Assinala-se no dia 26 de Junho de
2012, os 27 anos da geminação Faro – Tânger. Contudo, saberão os munícipes
farenses a que se deve esta geminação? Aliás, saberão as entidades políticas
responsáveis por esta geminação quais os laços históricos que unem as duas
cidades envolvidas? É possível que não, mas a verdade é que também ninguém
espera que os políticos sejam pessoas assaz esclarecidas… Desengane-se quem
romanticamente reivindica o passado islâmico da cidade de Faro enquanto causa
única desta geminação. É certo que os mais de cinco séculos de domínio
muçulmano em Faro deixaram marcas inegáveis na identidade patrimonial da cidade
e da região… mas será essa a única razão? Desengane-se quem inocentemente
acredita que uma das causas da geminação possa residir na estória de Faro ter
sido conquistado sem derramamento de sangue (basta ler a Crónica da Conquista
do Algarve para percebermos que houve confrontos antes de Sancta Maria de
Faroon ser entregue a D. Afonso III). Desengane-se quem encontra no Foral dos Mouros
Forros de Silves, Tavira, Loulé e Santa Maria de Faro um documento que visa
proteger a comunidade islâmica dos judeus e dos cristãos… A verdade é que mais
razões históricas unem estas duas cidades à beira mar plantadas.

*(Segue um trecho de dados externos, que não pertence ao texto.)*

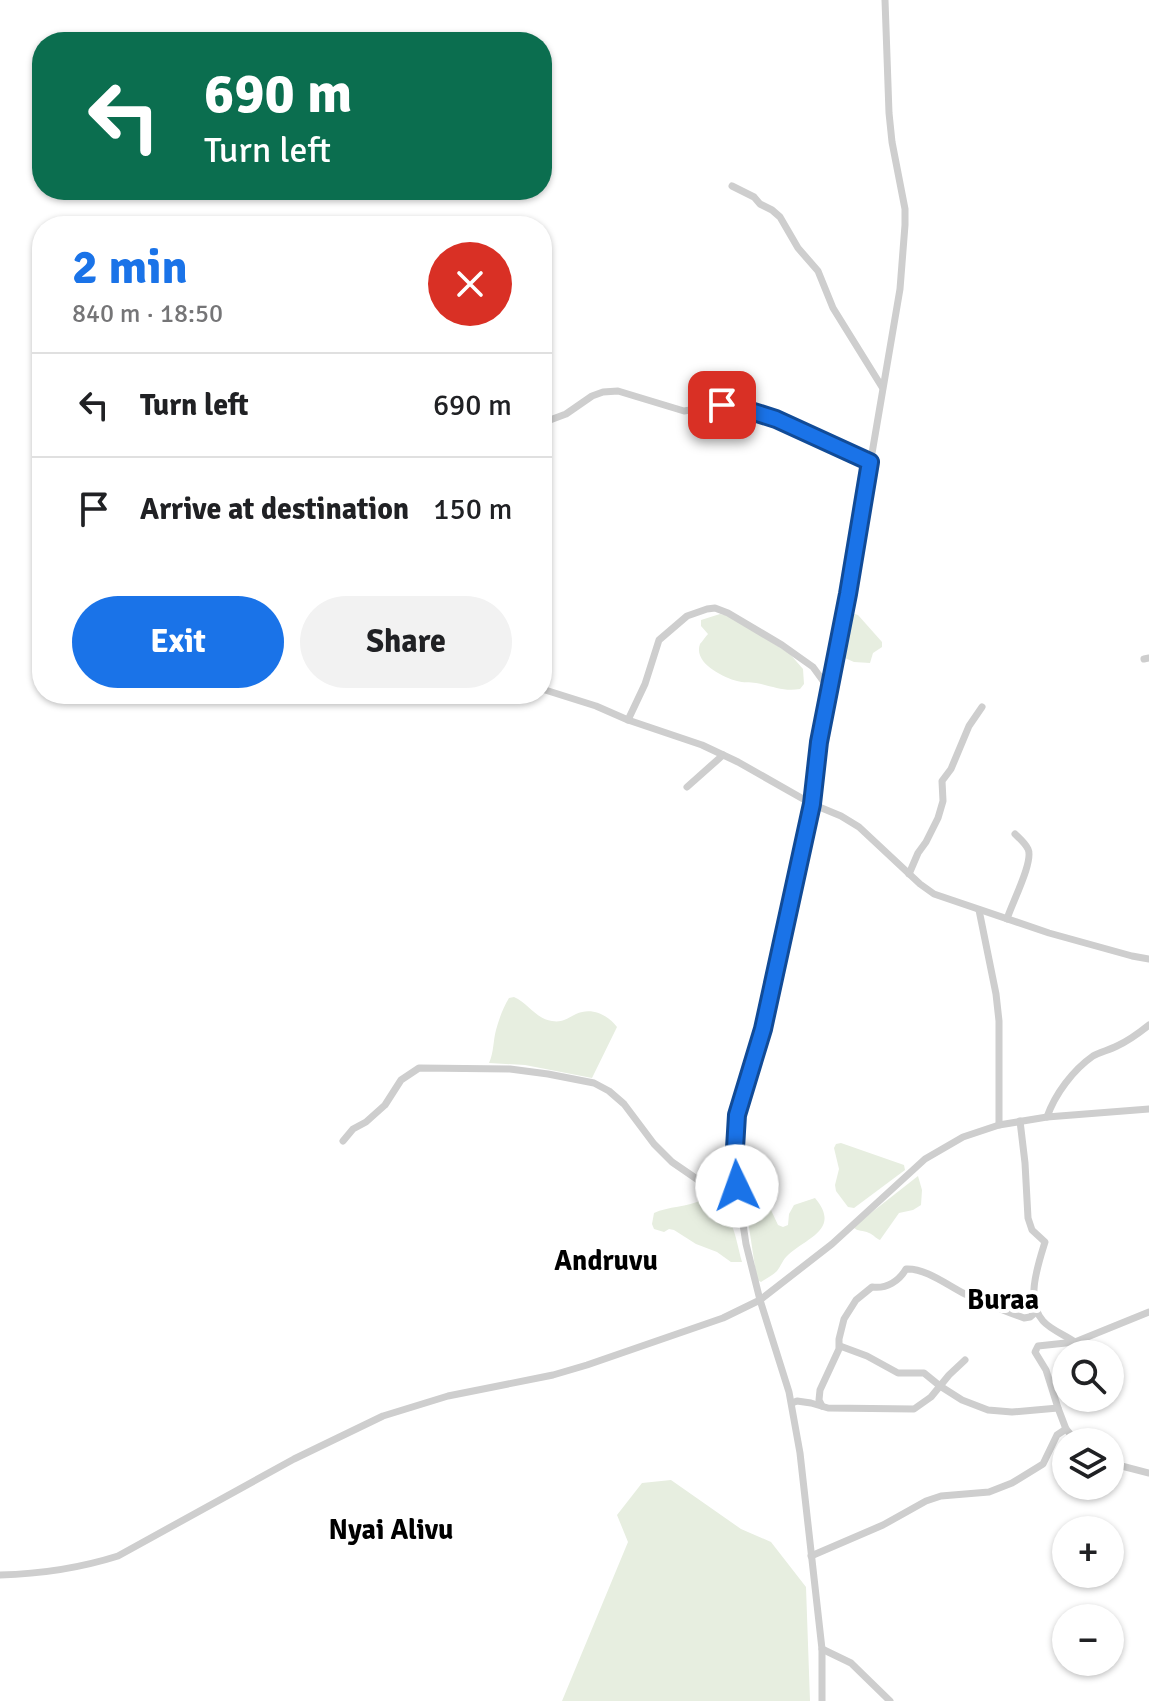 <!DOCTYPE html>
<meta charset="utf-8">
<style>
:root{--surface:#fff;--page:#f2f2f2;--text:#202124;--muted:#757577;--line:#e0e0e0;--accent:#1a73e8}
body{margin:0;font-family:Signika,sans-serif;background:var(--page);color:var(--text);height:100vh;display:flex;flex-direction:column;font-size:30px;white-space:nowrap}
*{box-sizing:border-box;margin:0}
p{font-size:26px;color:var(--muted)}
.icon{flex:none;width:44px;height:44px;fill:none;stroke:currentColor;stroke-width:2;stroke-linecap:round;stroke-linejoin:round}
.map{position:relative;flex:1;overflow:hidden}
.details{position:absolute;left:32px;top:216px;width:520px;height:488px;display:flex;flex-direction:column;background:var(--surface);border-radius:32px;box-shadow:0 2px 6px #0004}
.details>*{flex:none}
.banner{position:absolute;left:32px;top:32px;width:520px;height:168px;border-radius:32px;box-shadow:0 2px 6px #0004;background:#0b6e4f;color:#fff;overflow:hidden}
.controls{position:absolute;left:1052px;top:1340px;display:grid;gap:16px}
.controls a{display:grid;place-items:center;width:72px;height:72px;border-radius:50%;background:var(--surface);box-shadow:0 2px 6px #0004;font-size:40px}
.pin{position:absolute;display:grid;place-items:center;width:68px;height:68px;color:#fff;margin:-34px;border-radius:16px;box-shadow:0 4px 12px #0006}
.me{position:absolute;width:88px;margin:-44px;rotate:357deg;stroke-linejoin:round;filter:drop-shadow(0 0 6px #0008)}
.turn{display:flex;align-items:center;gap:28px;height:168px;padding:0 40px;font-size:36px}
.turn .icon{width:104px;height:104px;stroke-width:2.5}
.turn b{display:block;font-size:56px;line-height:68px}
.round{display:grid;place-items:center;flex:none;width:84px;height:84px;border-radius:42px;background:var(--page)}
.head{display:flex;align-items:center;justify-content:space-between;height:136px;padding:0 40px}
h1{font-size:48px;font-weight:800;line-height:60px;color:var(--accent)}
.button{display:flex;gap:16px;margin-top:auto;padding:16px 40px}
.button a{flex:1;height:92px;border-radius:48px;background:var(--accent);color:#fff;font-size:32px;font-weight:800;line-height:92px;text-align:center}
.button a+a{background:var(--page);color:var(--text)}
ul{padding:0;list-style:none}
li{display:flex;align-items:center;gap:24px;height:104px;padding:0 40px;border-top:2px solid var(--line)}
li div{flex:1}
li b{display:block;font-size:30px}
li em{font-style:normal}
.map>svg:first-child{display:block}
</style>
<div class="map">
<svg width="1149" height="1701" viewBox="0 0 1149 1701">
<rect width="100%" height="100%" fill="#fff"/>
<!-- green -->
<g fill="#e7eee0">
<polygon points="848,612 858,615 882,642 882,647 873,653 870,663 854,662 838,655"/>
<path d="M720,614L730,616L790,654L803,669L804,684L800,689C784,692 772,686 756,683C750,682 743,683 737,681C723,677 693,663 700,644C701,643 707,635 708,634L701,626V620Z"/>
<path d="M514,997C528,1003 536,1019 552,1021C562,1023 568,1018 576,1014C591,1007 607,1014 617,1027L592,1078L525,1065L489,1063C494,1052 493,1041 496,1030C499,1019 503,1008 509,998Z"/>
<polygon points="841,1143 904,1165 905,1170 854,1208 848,1207 836,1191 835,1185 839,1169 834,1148 836,1144"/>
<path d="M918,1176L922,1190L921,1205L913,1210L899,1213L880,1240C875,1238 874,1235 869,1233C863,1230 858,1232 853,1227Z"/>
<path d="M815,1198C841,1229 808,1237 788,1255C783,1259 781,1266 777,1271C773,1275 767,1278 761,1282L757,1280L747,1214L750,1210L766,1207L771,1210L778,1225L783,1227L788,1225L789,1214L794,1205Z"/>
<path d="M703,1199C733,1205 735,1237 742,1262H731L717,1252L696,1244L674,1230L669,1229L664,1232L654,1229L652,1224L654,1213C668,1206 687,1208 703,1199Z"/>
<polygon points="671,1480 741,1529 771,1542 806,1587 810,1701 562,1701 628,1542 617,1515 642,1483"/>
</g>
<g fill="none" stroke-linecap="round" stroke-linejoin="round">
<!-- minor -->
<g stroke="#cecece" stroke-width="7">
<polyline points="732,186 754,197 760,204 772,210 780,217 798,248 818,271 833,308 882,387"/>
<polyline points="542,423 566,414 592,396 603,392 618,391 684,411 722,405 735,406 776,419 870,462"/>
<polyline points="1144,659 1149,658"/>
<polyline points="542,689 596,706 628,720 702,745 738,762 812,804 841,816 859,827 920,884 934,894 1049,933 1132,956 1149,959"/>
<polyline points="628,720 645,684 659,640 687,616 707,609 715,608 728,613 782,645 813,667 829,689"/>
<polyline points="687,787 723,755"/>
<polyline points="909,874 918,853 926,842 938,818 943,801 942,781 951,769 969,726 982,707"/>
<polyline points="979,910 996,994 999,1021 999,1125"/>
<path d="M1007,919C1012,903 1034,861 1028,849C1025,843 1019,838 1015,834"/>
<path d="M1047,1117C1055,1094 1073,1070 1093,1056C1100,1052 1109,1050 1117,1046C1128,1041 1139,1033 1149,1025"/>
<path d="M1020,1121L1025,1163L1028,1218L1032,1230L1045,1242C1038,1265 1025,1301 1043,1321C1051,1330 1065,1335 1075,1342L1149,1312"/>
<polyline points="343,1141 353,1129 366,1122 385,1105 401,1080 419,1068 510,1069 548,1074 594,1083 609,1091 624,1104 654,1144 672,1162 739,1208"/>
<polyline points="840,1346 867,1356 898,1373 924,1373 940,1386 962,1400 988,1410 1012,1412 1058,1408 1066,1429"/>
<polyline points="792,1403 797,1401 811,1403 828,1408 914,1409 931,1397 949,1375 965,1360"/>
<path d="M822,1406L819,1400L820,1390L839,1349V1339L844,1319L856,1300L872,1287C887,1289 899,1281 906,1269C926,1268 947,1285 965,1294C984,1302 1004,1311 1024,1318L1030,1317L1037,1311"/>
<polyline points="1058,1408 1046,1370 1035,1352 1038,1346 1075,1342"/>
<polyline points="1110,1463 1149,1473"/>
<polyline points="811,1556 883,1525 926,1501 941,1496 989,1492 1012,1483 1043,1464 1057,1435 1066,1429 1077,1442"/>
<path d="M0,1575C40,1574 80,1568 118,1556L294,1459L383,1416L448,1396L553,1375L587,1365L723,1318L760,1300L832,1244L925,1159L963,1137L999,1125L1047,1117L1149,1109"/>
<polyline points="822,1649 851,1663 890,1701"/>
<polyline points="822,1701 822,1649 800,1453 789,1392 760,1300 746,1244 734,1165 737,1115 763,1029 812,804 815,768 819,742 848,594 900,289 905,225 905,209 892,142 889,113 885,0"/>
</g>
</g>
<g fill="none" stroke-linecap="round" stroke-linejoin="round">
<defs>
<polyline id="route" points="722,405 735,406 776,419 870,462 848,594 819,742 812,804 763,1029 737,1115 734,1165 737,1186"/>
</defs>
<!-- route casing -->
<use href="#route" stroke="#114b97" stroke-width="20"/>
<!-- route -->
<use href="#route" stroke="#1a73e8" stroke-width="14"/>
</g>
<g text-anchor="middle" dominant-baseline="central" stroke-width="8" stroke-linejoin="round" paint-order="stroke">
<!-- quarter labels -->
<g font-size="28" font-weight="bold" fill="#000" stroke="#fff">
<text x="606" y="1261">Andruvu</text>
<text x="1003" y="1300">Buraa</text>
<text x="391" y="1530">Nyai Alivu</text>
</g>
</g>
</svg>
<div class="controls">
<a><svg class="icon" aria-label="search" viewBox="0 0 24 24"><circle cx="10" cy="10" r="6"/><path d="M15 15l6 6"/></svg></a>
<a><svg class="icon" aria-label="layers" viewBox="0 0 24 24"><path d="M12 4l9 5-9 5-9-5zM3 14l9 5 9-5"/></svg></a>
<a>+</a>
<a>−</a>
</div>
<div class="pin" style="left:722px;top:405px;background:#d93025"><svg class="icon" aria-label="arrive" viewBox="0 0 24 24"><path d="M6 21V4h12l-3 4 3 4H6"/></svg></div>
<svg class="me" style="left:737px;top:1186px" viewBox="-20 -20 40 40"><circle r="19" fill="#fff"/><path d="M0-13L10 11 0 6-10 11z" fill="#1a73e8"/></svg>
<div class="banner">
<div class="turn"><svg class="icon" aria-label="left" viewBox="0 0 24 24"><path d="M17 20v-9H6M10 6l-5 5 5 5"/></svg><div><b>690 m</b>Turn left</div></div>
</div>
<section class="details">
<div class="head"><div><h1>2 min</h1><p>840 m · 18:50</p></div><a class="round" style="background:#d93025;color:#fff"><svg class="icon" aria-label="close" viewBox="0 0 24 24"><path d="M6 6l12 12M18 6L6 18"/></svg></a></div>
<ul>
<li><svg class="icon" aria-label="left" viewBox="0 0 24 24"><path d="M17 20v-9H6M10 6l-5 5 5 5"/></svg><div><b>Turn left</b></div><em>690 m</em></li>
<li><svg class="icon" aria-label="arrive" viewBox="0 0 24 24"><path d="M6 21V4h12l-3 4 3 4H6"/></svg><div><b>Arrive at destination</b></div><em>150 m</em></li>
</ul>
<div class="button"><a>Exit</a><a>Share</a></div>
</section>
</div>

Por várias vezes tentaram os portugueses
conquistar Tânger sem sucesso. Tentou-o o infante D. Henrique e D. Afonso V,
até que finalmente a cidade foi ocupada pelos portugueses, após a conquista de
Arzila, em 1471. Tânger viria a ficar sob domínio português até 1661, ano em
que é cedida à Inglaterra como dote de Casamento entre a filha de D. João IV,
Catarina de Bragança, e o rei Carlos II de Inglaterra. Após o abandono de
Tânger, uma parte considerável das antigas famílias portuguesas daquela praça
desembarcaram em Faro, optado por se fixarem na “cidade principal do Reyno do
Algarve”. Romero de Magalhães, em O Algarve Económico 1600 – 1773, estima mesmo
que Faro recebeu em 1662, 78 casais, com 270 pessoas, vindas de Tânger.

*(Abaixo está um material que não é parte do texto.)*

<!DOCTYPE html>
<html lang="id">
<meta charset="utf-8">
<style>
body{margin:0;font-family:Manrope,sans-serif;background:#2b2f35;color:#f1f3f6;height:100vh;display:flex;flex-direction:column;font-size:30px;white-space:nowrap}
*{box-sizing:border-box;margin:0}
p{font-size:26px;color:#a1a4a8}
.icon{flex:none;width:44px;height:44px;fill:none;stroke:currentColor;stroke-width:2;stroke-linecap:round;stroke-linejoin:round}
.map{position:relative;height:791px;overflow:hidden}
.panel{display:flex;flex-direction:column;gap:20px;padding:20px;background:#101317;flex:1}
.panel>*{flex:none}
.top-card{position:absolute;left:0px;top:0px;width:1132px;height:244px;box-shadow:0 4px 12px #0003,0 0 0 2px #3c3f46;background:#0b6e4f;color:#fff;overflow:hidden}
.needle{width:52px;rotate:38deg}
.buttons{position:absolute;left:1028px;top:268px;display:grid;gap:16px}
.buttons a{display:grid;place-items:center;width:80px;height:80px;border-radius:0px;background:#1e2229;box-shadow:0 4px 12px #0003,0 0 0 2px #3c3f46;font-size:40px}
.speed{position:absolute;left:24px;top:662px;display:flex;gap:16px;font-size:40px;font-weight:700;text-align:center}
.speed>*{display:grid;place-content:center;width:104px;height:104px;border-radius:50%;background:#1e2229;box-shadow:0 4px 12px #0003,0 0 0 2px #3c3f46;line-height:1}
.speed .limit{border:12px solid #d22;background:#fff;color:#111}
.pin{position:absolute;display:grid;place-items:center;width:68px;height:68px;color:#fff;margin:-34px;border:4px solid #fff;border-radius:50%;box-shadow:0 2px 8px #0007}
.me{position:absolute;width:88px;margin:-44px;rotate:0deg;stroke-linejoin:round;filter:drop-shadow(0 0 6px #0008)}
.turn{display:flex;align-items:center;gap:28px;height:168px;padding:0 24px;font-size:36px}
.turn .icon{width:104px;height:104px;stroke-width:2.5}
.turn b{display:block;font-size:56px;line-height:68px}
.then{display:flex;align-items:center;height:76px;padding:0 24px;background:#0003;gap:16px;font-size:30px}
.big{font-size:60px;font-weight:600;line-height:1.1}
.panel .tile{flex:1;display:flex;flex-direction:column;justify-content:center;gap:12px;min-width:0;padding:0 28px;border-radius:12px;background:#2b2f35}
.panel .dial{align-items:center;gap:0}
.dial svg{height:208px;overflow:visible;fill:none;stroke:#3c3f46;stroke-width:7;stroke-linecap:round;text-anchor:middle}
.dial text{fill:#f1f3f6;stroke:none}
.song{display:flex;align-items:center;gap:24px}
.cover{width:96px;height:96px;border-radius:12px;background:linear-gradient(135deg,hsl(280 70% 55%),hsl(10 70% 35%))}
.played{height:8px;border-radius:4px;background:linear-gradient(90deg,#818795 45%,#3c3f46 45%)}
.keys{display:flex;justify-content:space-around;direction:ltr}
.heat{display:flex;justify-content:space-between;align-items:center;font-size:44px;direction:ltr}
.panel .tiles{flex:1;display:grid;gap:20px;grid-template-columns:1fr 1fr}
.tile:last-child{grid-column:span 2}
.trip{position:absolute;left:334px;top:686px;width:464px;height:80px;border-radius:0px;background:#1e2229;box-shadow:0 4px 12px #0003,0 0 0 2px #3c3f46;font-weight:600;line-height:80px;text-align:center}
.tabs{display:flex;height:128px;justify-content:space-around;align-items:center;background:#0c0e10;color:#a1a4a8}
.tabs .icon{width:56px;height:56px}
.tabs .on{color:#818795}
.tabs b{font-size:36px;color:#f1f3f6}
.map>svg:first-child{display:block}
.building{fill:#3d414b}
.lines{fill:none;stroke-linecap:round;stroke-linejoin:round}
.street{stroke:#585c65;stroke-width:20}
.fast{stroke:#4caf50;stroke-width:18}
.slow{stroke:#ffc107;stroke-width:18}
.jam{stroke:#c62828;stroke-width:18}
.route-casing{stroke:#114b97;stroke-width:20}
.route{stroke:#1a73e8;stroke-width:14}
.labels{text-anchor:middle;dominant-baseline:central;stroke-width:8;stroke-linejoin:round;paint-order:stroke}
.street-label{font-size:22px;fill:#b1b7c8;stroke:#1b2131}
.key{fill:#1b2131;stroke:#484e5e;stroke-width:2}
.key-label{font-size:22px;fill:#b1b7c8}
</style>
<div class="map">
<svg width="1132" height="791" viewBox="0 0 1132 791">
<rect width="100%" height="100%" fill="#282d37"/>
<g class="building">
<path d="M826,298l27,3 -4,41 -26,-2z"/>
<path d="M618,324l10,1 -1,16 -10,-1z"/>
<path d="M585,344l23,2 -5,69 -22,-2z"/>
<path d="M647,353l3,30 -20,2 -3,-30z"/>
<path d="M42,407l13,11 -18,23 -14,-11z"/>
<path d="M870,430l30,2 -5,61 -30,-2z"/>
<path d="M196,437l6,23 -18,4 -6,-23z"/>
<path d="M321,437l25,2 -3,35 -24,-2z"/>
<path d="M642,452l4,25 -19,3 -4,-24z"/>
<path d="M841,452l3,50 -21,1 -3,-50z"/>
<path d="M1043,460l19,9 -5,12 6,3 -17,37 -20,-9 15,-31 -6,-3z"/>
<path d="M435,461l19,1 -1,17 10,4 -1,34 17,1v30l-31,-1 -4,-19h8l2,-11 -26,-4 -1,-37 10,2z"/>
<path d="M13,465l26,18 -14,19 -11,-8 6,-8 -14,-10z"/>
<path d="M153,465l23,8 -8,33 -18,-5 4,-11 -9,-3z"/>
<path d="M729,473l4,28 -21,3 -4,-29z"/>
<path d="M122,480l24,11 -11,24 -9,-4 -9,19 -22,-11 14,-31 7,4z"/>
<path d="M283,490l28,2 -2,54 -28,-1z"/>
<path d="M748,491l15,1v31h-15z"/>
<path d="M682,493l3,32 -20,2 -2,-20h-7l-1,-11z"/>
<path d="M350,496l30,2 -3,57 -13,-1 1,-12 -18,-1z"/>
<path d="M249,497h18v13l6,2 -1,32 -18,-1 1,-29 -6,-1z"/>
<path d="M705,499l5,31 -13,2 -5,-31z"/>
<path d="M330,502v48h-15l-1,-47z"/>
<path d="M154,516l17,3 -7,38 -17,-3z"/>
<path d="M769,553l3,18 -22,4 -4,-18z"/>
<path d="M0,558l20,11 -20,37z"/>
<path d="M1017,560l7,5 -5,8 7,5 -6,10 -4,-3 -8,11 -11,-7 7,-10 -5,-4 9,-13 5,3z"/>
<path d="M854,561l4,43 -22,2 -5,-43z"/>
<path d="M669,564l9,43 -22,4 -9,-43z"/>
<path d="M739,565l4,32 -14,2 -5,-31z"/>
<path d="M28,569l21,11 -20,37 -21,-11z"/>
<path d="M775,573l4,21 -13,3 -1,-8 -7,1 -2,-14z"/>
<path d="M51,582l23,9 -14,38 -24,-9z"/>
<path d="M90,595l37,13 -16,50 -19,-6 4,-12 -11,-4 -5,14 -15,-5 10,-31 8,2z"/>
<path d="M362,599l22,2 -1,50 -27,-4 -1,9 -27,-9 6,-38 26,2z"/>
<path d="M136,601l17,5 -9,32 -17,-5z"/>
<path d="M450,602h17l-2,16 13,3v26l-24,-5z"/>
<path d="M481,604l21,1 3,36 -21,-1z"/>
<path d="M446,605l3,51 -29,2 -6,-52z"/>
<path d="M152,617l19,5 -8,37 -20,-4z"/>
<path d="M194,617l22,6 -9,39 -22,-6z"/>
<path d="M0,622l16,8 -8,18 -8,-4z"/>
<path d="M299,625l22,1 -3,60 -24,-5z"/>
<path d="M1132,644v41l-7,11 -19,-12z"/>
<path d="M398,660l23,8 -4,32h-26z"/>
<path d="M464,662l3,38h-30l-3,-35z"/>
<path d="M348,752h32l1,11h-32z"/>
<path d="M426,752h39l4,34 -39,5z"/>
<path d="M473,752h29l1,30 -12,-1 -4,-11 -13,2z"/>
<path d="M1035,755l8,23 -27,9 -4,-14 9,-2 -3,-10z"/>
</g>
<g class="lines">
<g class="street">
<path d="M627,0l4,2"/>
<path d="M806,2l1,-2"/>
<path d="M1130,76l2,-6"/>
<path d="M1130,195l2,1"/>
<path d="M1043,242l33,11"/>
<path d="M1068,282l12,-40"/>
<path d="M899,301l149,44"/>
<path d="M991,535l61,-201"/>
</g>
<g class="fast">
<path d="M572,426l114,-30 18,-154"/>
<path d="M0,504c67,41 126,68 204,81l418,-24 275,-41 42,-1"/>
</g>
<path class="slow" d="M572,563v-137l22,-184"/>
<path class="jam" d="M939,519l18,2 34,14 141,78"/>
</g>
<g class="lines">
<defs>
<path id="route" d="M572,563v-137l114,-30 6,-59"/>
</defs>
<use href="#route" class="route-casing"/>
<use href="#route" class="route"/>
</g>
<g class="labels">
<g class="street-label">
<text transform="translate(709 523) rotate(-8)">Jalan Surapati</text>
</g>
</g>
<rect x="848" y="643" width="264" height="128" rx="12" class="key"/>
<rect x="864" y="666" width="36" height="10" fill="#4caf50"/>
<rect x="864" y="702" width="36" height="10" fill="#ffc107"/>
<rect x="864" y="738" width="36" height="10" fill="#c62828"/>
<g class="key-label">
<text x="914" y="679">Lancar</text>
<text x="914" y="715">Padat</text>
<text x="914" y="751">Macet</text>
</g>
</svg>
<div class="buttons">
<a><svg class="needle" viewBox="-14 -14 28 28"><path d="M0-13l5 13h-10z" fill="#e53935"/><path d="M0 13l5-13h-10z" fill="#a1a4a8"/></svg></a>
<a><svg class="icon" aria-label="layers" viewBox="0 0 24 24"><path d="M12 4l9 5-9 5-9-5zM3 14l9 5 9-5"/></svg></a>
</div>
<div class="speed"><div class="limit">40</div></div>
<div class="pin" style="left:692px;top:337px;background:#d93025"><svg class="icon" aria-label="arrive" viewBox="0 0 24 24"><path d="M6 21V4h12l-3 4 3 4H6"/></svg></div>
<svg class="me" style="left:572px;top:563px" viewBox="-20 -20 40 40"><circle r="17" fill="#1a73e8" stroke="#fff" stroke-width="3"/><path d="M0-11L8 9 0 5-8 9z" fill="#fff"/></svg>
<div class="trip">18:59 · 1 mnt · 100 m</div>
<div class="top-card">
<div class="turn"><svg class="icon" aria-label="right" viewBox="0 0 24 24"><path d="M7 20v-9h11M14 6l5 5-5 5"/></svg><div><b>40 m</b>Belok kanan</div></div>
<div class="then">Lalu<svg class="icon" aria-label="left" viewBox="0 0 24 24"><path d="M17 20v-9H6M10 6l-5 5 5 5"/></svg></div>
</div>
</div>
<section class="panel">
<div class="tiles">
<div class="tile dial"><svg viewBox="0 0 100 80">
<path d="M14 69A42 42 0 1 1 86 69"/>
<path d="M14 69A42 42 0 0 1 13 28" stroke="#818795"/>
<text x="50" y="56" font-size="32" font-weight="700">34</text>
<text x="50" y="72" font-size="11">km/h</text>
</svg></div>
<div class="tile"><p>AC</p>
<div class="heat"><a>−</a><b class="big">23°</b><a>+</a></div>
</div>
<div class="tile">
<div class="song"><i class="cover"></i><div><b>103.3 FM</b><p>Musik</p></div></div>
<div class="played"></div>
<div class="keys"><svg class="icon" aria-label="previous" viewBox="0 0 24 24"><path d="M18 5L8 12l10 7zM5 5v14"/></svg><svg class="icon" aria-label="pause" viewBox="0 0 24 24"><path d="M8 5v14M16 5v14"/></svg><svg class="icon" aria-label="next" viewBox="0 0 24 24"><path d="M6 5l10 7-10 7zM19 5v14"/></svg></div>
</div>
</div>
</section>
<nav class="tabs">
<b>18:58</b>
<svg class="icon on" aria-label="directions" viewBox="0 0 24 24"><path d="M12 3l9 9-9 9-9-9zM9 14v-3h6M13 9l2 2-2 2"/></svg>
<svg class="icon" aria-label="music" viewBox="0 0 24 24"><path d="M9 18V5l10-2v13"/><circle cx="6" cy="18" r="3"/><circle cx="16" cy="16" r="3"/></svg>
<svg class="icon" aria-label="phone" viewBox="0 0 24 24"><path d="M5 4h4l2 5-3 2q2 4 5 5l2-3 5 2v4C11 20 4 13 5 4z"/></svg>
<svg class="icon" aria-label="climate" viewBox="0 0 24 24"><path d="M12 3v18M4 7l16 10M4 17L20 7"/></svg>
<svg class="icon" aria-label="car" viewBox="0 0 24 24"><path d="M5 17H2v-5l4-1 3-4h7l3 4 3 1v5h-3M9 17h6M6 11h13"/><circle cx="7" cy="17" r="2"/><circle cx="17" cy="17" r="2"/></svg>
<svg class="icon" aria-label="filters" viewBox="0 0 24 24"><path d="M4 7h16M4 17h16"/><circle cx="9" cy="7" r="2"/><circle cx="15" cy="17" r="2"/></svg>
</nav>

Ainda assim, serão estas todas as
causas para a geminação destas duas cidades? Não. De facto, os laços entre os
dois países e as duas cidades só viriam a estreitar-se após a assinatura do
Tratado de Paz entre Portugal e Marrocos de 1774, pelo que a nomeação de um
cônsul português em Tânger acabou por resultar numa peça fundamental no êxito
das relações diplomáticas luso-marroquinas. Sucederam-se embaixadas entre ambos
os Estados e de tal forma a confiança cresceu que, em 1780, uma parte do
tesouro de Marrocos foi colocado em Lisboa, sob a custódia da rainha D. Maria I.
Othman Mansouri, da Universidade de Casablanca, refere mesmo que por essa
altura “uma intensa actividade comercial desenvolveu-se entre as cidades de
Tânger e Faro”, nomeadamente no que se refere a produtos como frutos secos,
azeite ou manteiga.
Com a morte do califa Muley
al-Yazid, em14 de Fevereiro de 1792, Portugal apoiou abertamente Muley
al-Suleiman na sua pretensão ao trono. Desta feita, a Coroa portuguesa deu
instruções ao cônsul português em Tânger, proibindo os navios portugueses de
frequentarem os portos controlados pelos paxás rebeldes. O apoio do governo
português foi de tal modo importante para Muley al-Suleiman que este deu ordem
para serem exportados para Portugal a maior quantidade possível de trigo e
gado, quando em 1796 os portugueses sentiram a escassez destes produtos.
A verdade é que Marrocos precisava
de auxílio militar português para vencer os rebeldes e pacificar o país. Com
efeito, Marrocos recebeu de Portugal um considerável auxílio militar em Junho
de 1797. Esta ajuda militar portuguesa permitiu que o sultão pudesse entrar em
Marraquexe pela primeira vez, em Julho de 1797. De facto, a paga pelo apoio
militar português não tardou, nomeadamente durante a guerra contra os franceses
e no que se refere à exportação de cereais e gado: os navios de guerra
portugueses encontravam refúgio em Tânger e ali iam livremente reabastecer-se.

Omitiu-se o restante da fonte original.